L’accord parfait : quel vin pour sublimer votre Stifado ?
Pour accompagner la richesse aromatique de ce plat, un vin rouge avec du caractère est de mise. L’accord régional est souvent une valeur sûre : cherchez un Agiorgitiko de Némée, un vin grec aux tanins souples et aux arômes de fruits rouges et d’épices qui épousera à merveille la sauce. Si vous préférez rester en France, orientez-vous vers la vallée du Rhône. Un Côtes-du-Rhône Villages, un Gigondas ou un Vacqueyras, avec leurs notes de garrigue et d’épices, offriront un dialogue harmonieux avec le plat.

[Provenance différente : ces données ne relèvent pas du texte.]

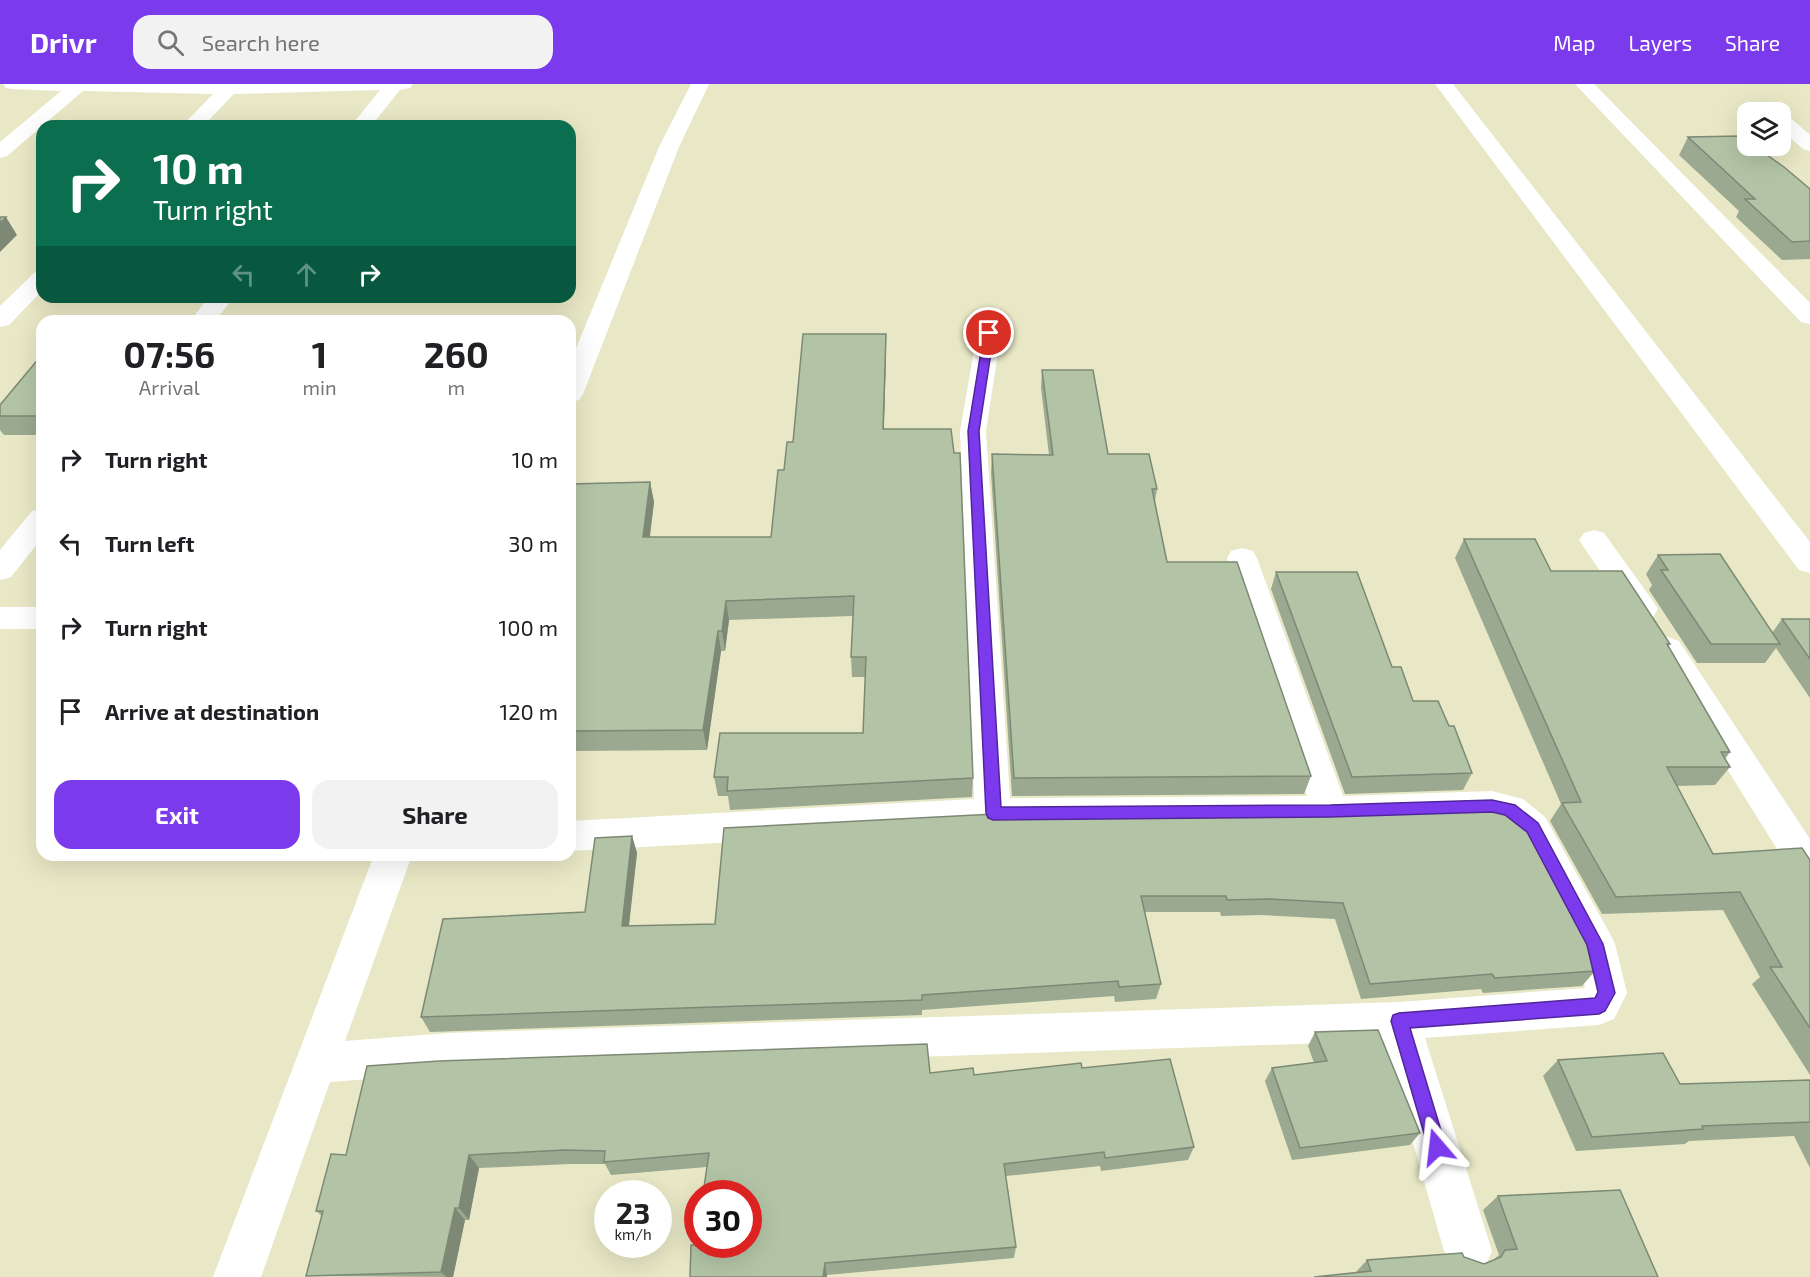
<!DOCTYPE html>
<html lang="en">
<head>
<meta charset="utf-8">
<style>
	:root { --surface:#fff; --page:#f2f2f2; --text:#202124; --muted:#757577; --accent:#7c3aed }
	body { margin:0; font-family:"Exo 2",sans-serif; background:var(--page); color:var(--text); height:100vh; display:flex; flex-direction:column; font-size:22px; white-space:nowrap }
	* { box-sizing:border-box; margin:0 }
	p { font-size:20px; color:var(--muted) }
	.icon { flex:none; width:33px; height:33px; fill:none; stroke:currentColor; stroke-width:2; stroke-linecap:round; stroke-linejoin:round }
	.map { position:relative; flex:1; overflow:hidden }
	.side { position:absolute; left:36px; top:231px; width:540px; height:546px; display:flex; flex-direction:column; background:var(--surface); border-radius:18px; box-shadow:0 6px 24px #0002 }
	.side>* { flex:none }
	.guide { position:absolute; left:36px; top:36px; width:540px; height:183px; border-radius:18px; box-shadow:0 6px 24px #0002; background:#0b6e4f; color:#fff; overflow:hidden }
	.tools { position:absolute; left:1737px; top:18px; display:grid; gap:12px }
	.tools a { display:grid; place-items:center; width:54px; height:54px; border-radius:12px; background:var(--surface); box-shadow:0 6px 24px #0002; font-size:30px }
	.speed { position:absolute; left:594px; top:1096px; display:flex; gap:12px; font-size:30px; font-weight:700; text-align:center }
	.speed>* { display:grid; place-content:center; width:78px; height:78px; border-radius:50%; background:var(--surface); box-shadow:0 6px 24px #0002; line-height:1 }
	.speed small { font-size:15px; font-weight:400 }
	.speed .limit { border:9px solid #d22; background:#fff; color:#111 }
	.pin { position:absolute; display:grid; place-items:center; width:51px; height:51px; color:#fff; margin:-26px; border:3px solid #fff; border-radius:50%; box-shadow:0 2px 6px #0007 }
	.me { position:absolute; width:66px; margin:-33px; rotate:343deg; stroke-linejoin:round; filter:drop-shadow(0 0 4px #0008) }
	.turn { display:flex; align-items:center; gap:21px; height:126px; padding:0 18px; font-size:27px }
	.turn .icon { width:78px; height:78px; stroke-width:2.5 }
	.turn b { display:block; font-size:42px; line-height:51px }
	.lanes { display:flex; align-items:center; height:57px; padding:0 18px; background:#0003; justify-content:center; gap:30px; direction:ltr }
	.lanes .off { opacity:.35 }
	.eta { display:flex; justify-content:space-evenly; align-items:center; height:102px; text-align:center }
	.eta b { font-size:36px; font-weight:700; line-height:42px }
	.action { display:flex; gap:12px; margin-top:auto; padding:12px 18px }
	.action a { flex:1; height:69px; border-radius:18px; background:var(--accent); color:#fff; font-size:24px; font-weight:700; line-height:69px; text-align:center }
	.action a+a { background:var(--page); color:var(--text) }
	ul { padding:0; list-style:none }
	li { display:flex; align-items:center; gap:18px; height:84px; padding:0 18px }
	li div { flex:1 }
	li b { display:block; font-size:22px }
	li em { font-style:normal }
	header { display:flex; align-items:center; gap:36px; box-sizing:border-box; height:84px; padding:0 30px; background:var(--accent); color:#fff }
	header strong { font-size:28px }
	nav { display:flex; gap:33px; margin-inline-start:auto; font-size:21px }
	.search { width:420px; height:54px; background:var(--page); display:flex; align-items:center; gap:15px; box-sizing:border-box; padding:0 21px; border-radius:18px; color:var(--muted); font-size:22px }
	.map>svg:first-child { display:block }
	.lines { fill:none; stroke-linecap:round; stroke-linejoin:round }
	.street { fill:#fff; fill-rule:evenodd }
	.wall { fill:#9aa98f }
	.shaded-wall { fill:#7d8974 }
	.building { fill:#b3c4a6; stroke:#7d8974; stroke-width:1.5 }
	.route { fill:#7c3aed; stroke:#51269a; stroke-width:1.5 }
</style>
</head>
<body>
<header>
<strong>Drivr</strong>
<div class="search"><svg class="icon" aria-label="search" viewBox="0 0 24 24"><circle cx="10" cy="10" r="6"/><path d="M15 15l6 6"/></svg>Search here</div>
<nav><a>Map</a><a>Layers</a><a>Share</a></nav>
</header>
<div class="map">
<svg width="1810" height="1193" viewBox="0 0 1810 1193">
	<rect width="100%" height="100%" fill="#e8e8c6"/>
	<g class="lines">
		<g class="street">
			<polygon points="3,0 413,0 410,4 400,6 371,42 351,42 380,6 234,10 203,42 182,42 213,10 83,7 7,72 0,74 0,58 61,7 12,5 6,4"/>
			<polygon points="691,0 709,0 679,63 583,310 579,316 570,318 570,279 659,63"/>
			<polygon points="1435,0 1453,0 1810,458 1810,489 1799,486"/>
			<polygon points="1575,0 1594,0 1810,219 1810,240 1801,238"/>
			<polygon points="1780,29 1787,31 1810,51 1810,67 1803,65 1780,45"/>
			<polygon points="42,187 42,207 9,241 0,243 0,222 34,189"/>
			<polygon points="209,213 234,213 215,237 190,237"/>
			<polygon points="989,242 998,244 1001,249 986,347 1010,714 1307,712 1227,474 1231,467 1242,464 1253,467 1257,474 1343,712 1492,707 1523,715 1545,733 1609,848 1615,860 1627,909 1614,935 1599,941 1425,954 1492,1167 1485,1184 1468,1191 1451,1184 1444,1167 1384,957 448,989 330,998 261,1193 213,1193 374,771 412,771 345,957 448,949 1399,918 1585,904 1576,863 1519,755 1500,738 1492,737 1330,742 993,744 570,767 570,737 974,715 960,347 977,249 980,244"/>
			<polygon points="42,425 42,454 11,493 0,496 0,466 32,427"/>
			<polygon points="1594,446 1604,449 1653,517 1658,525 1653,533 1642,536 1631,533 1579,456 1584,449"/>
			<rect x="0" y="523" width="42" height="22"/>
			<polygon points="1668,553 1679,557 1810,755 1810,802 1797,797 1652,565 1657,557"/>
		</g>
	</g>
	<g class="wall">
		<polygon points="1688,53 1810,105 1810,175 1782,176 1736,133 1739,127 1679,71"/>
		<polygon points="886,270 884,345 973,694 972,713 730,726 728,712 718,712 714,693 863,649 865,593 852,593 851,573 853,532 729,536 725,567 721,567 707,666 570,667 570,400 650,398 654,418 650,453 771,453 784,386 793,358"/>
		<polygon points="42,273 42,351 4,351 0,346 0,321"/>
		<polygon points="1042,286 1108,370 1157,405 1155,417 1167,478 1311,692 1304,710 1012,712 991,389 992,370 1049,371 1041,304"/>
		<polygon points="1464,455 1551,487 1670,560 1668,563 1730,668 1725,675 1730,683 1715,701 1677,702 1713,770 1810,776 1810,991 1752,900 1760,893 1723,826 1602,830 1550,737 1561,720 1455,474"/>
		<polygon points="1658,471 1772,549 1782,535 1810,535 1810,614 1776,564 1765,579 1697,579 1649,506 1652,501 1646,490"/>
		<polygon points="1276,488 1392,583 1413,617 1449,642 1472,689 1463,706 1345,710 1271,505"/>
		<polygon points="724,744 1569,816 1567,818 1595,887 1582,902 1483,909 1481,905 1361,915 1335,835 1261,831 1221,832 1220,828 1144,828 1161,900 1156,915 1115,918 1114,912 922,926 922,931 430,948 421,933 585,828 632,752 637,769 629,842 715,840"/>
		<polygon points="1315,948 1420,1049 1410,1061 1292,1076 1265,997 1272,984 1314,979 1308,962"/>
		<polygon points="1558,976 1680,1000 1810,996 1810,1084 1794,1052 1689,1057 1685,1060 1576,1067 1543,992"/>
		<polygon points="1082,984 1194,1063 1188,1076 1101,1087 1100,1082 1006,1092 1016,1163 1014,1174 827,1191 827,1193 690,1193 695,1161 707,1083 611,1091 605,1080 571,1080 479,1084 469,1136 465,1136 453,1193 306,1192 322,1132 316,1127 346,1071 930,989 974,991"/>
		<polygon points="1498,1112 1658,1193 1356,1188 1367,1176 1464,1173 1484,1180 1492,1177 1499,1171 1483,1126"/>
	</g>
	<g class="shaded-wall">
		<polygon points="6,133 17,151 0,168 0,139"/>
		<polygon points="886,250 886,270 883,365 883,345"/>
		<polygon points="650,398 654,418 647,473 643,453"/>
		<polygon points="726,517 729,536 725,567 722,547"/>
		<polygon points="718,547 721,567 707,666 703,646"/>
		<polygon points="632,752 637,769 627,857 622,842"/>
		<polygon points="469,1071 479,1084 469,1136 459,1124"/>
		<polygon points="455,1124 465,1136 453,1193 446,1193 441,1188"/>
		<polygon points="825,1179 827,1193 823,1193"/>
	</g>
	<g class="building">
		<polygon points="1741,52 1748,57 1748,62 1754,62 1784,83 1810,105 1810,157 1792,158 1745,115 1755,115 1688,53"/>
		<polygon points="0,133 6,133 0,139"/>
		<polygon points="803,250 886,250 883,345 951,345 954,369 960,369 973,694 727,707 728,693 714,693 720,649 863,649 866,573 851,573 854,512 726,517 722,547 718,547 703,646 570,647 570,400 650,398 643,453 771,453 778,386 784,386 787,358 793,358"/>
		<polygon points="40,273 42,273 42,332 0,332 0,321"/>
		<polygon points="1042,286 1093,286 1108,370 1149,370 1157,405 1152,405 1167,478 1237,478 1311,692 1014,694 992,370 1053,371"/>
		<polygon points="1464,455 1535,455 1551,487 1622,487 1670,560 1667,560 1730,668 1721,668 1730,683 1667,683 1713,770 1802,764 1810,776 1810,944 1770,883 1782,883 1740,808 1616,813 1562,719 1581,718"/>
		<polygon points="1720,470 1780,560 1711,560 1661,486 1668,486 1658,471"/>
		<polygon points="1276,488 1357,488 1392,583 1401,583 1413,617 1438,617 1449,642 1454,642 1472,689 1352,693"/>
		<polygon points="1782,535 1810,535 1810,575"/>
		<polygon points="1509,724 1528,740 1569,816 1566,816 1591,865 1595,887 1495,894 1492,890 1370,900 1343,819 1268,815 1227,816 1226,812 1141,812 1161,900 1119,903 1118,897 922,911 922,916 421,933 443,835 585,828 595,754 632,752 622,842 715,840 724,744 995,730 1338,728"/>
		<polygon points="1378,946 1420,1049 1300,1064 1272,984 1327,977 1315,948"/>
		<polygon points="927,960 930,989 973,984 974,991 1081,979 1082,984 1170,975 1194,1063 1105,1074 1104,1068 1004,1080 1016,1163 825,1179 823,1193 690,1193 691,1161 695,1161 698,1147 698,1161 748,1161 748,1110 703,1110 709,1069 604,1078 605,1067 564,1066 469,1071 459,1124 455,1124 441,1188 306,1192 323,1127 316,1127 331,1070 346,1071 367,982 439,977"/>
		<polygon points="1663,969 1680,1000 1810,996 1810,1038 1702,1042 1703,1045 1592,1053 1558,976"/>
		<polygon points="1620,1106 1658,1193 1314,1193 1371,1187 1367,1176 1462,1169 1464,1173 1484,1180 1501,1173 1505,1166 1517,1165 1498,1112"/>
	</g>
	<polygon class="route" points="989,246 994,249 979,347 1001,723 1330,721 1492,716 1515,721 1538,739 1603,860 1615,909 1605,927 1599,930 1410,944 1446,1063 1443,1069 1437,1072 1430,1069 1428,1063 1391,937 1393,931 1399,929 1595,914 1598,908 1587,861 1527,748 1505,731 1492,728 1330,733 993,736 988,734 986,729 968,347 984,249"/>
</svg>
<div class="tools">
<a><svg class="icon" aria-label="layers" viewBox="0 0 24 24"><path d="M12 4l9 5-9 5-9-5zM3 14l9 5 9-5"/></svg></a>
</div>
<div class="speed"><div>23<small>km/h</small></div><div class="limit">30</div></div>
<div class="pin" style="left:989px;top:249px;background:#d93025"><svg class="icon" aria-label="arrive" viewBox="0 0 24 24"><path d="M6 21V4h12l-3 4 3 4H6"/></svg></div>
<svg class="me" style="left:1437px;top:1063px" viewBox="-20 -20 40 40"><path d="M0-17L14 15 0 8-14 15z" fill="#7c3aed" stroke="#fff" stroke-width="4"/></svg>
<div class="guide">
<div class="turn"><svg class="icon" aria-label="right" viewBox="0 0 24 24"><path d="M7 20v-9h11M14 6l5 5-5 5"/></svg><div><b>10 m</b>Turn right</div></div>
<div class="lanes"><svg class="icon off" aria-label="left" viewBox="0 0 24 24"><path d="M17 20v-9H6M10 6l-5 5 5 5"/></svg><svg class="icon off" aria-label="ahead" viewBox="0 0 24 24"><path d="M12 20V5M6 11l6-6 6 6"/></svg><svg class="icon" aria-label="right" viewBox="0 0 24 24"><path d="M7 20v-9h11M14 6l5 5-5 5"/></svg></div>
</div>
<section class="side">
<div class="eta">
<div><b>07:56</b><p>Arrival</p></div>
<div><b>1</b><p>min</p></div>
<div><b>260</b><p>m</p></div>
</div>
<ul>
<li><svg class="icon" aria-label="right" viewBox="0 0 24 24"><path d="M7 20v-9h11M14 6l5 5-5 5"/></svg><div><b>Turn right</b></div><em>10 m</em></li>
<li><svg class="icon" aria-label="left" viewBox="0 0 24 24"><path d="M17 20v-9H6M10 6l-5 5 5 5"/></svg><div><b>Turn left</b></div><em>30 m</em></li>
<li><svg class="icon" aria-label="right" viewBox="0 0 24 24"><path d="M7 20v-9h11M14 6l5 5-5 5"/></svg><div><b>Turn right</b></div><em>100 m</em></li>
<li><svg class="icon" aria-label="arrive" viewBox="0 0 24 24"><path d="M6 21V4h12l-3 4 3 4H6"/></svg><div><b>Arrive at destination</b></div><em>120 m</em></li>
</ul>
<div class="action"><a>Exit</a><a>Share</a></div>
</section>
</div>
</body>
</html>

Le Stifado, un héritage culinaire entre Venise et la Grèce
Le nom ‘Stifado’ provient de l’italien ‘stufato’, qui signifie ‘ragoût’ ou ‘à l’étouffée’. Ce plat témoigne de la longue présence vénitienne en Grèce et dans les îles Ioniennes, du 13ème au 18ème siècle. Les Vénitiens ont introduit cette technique de cuisson lente qui sublime les viandes les plus modestes. Les Grecs se la sont appropriée en y ajoutant leurs propres trésors : l’huile d’olive, le vin rouge local et surtout ce mélange d’épices si caractéristique, avec la cannelle en vedette. C’est aujourd’hui un pilier de la cuisine familiale, un plat réconfortant que l’on partage lors des froides journées d’hiver.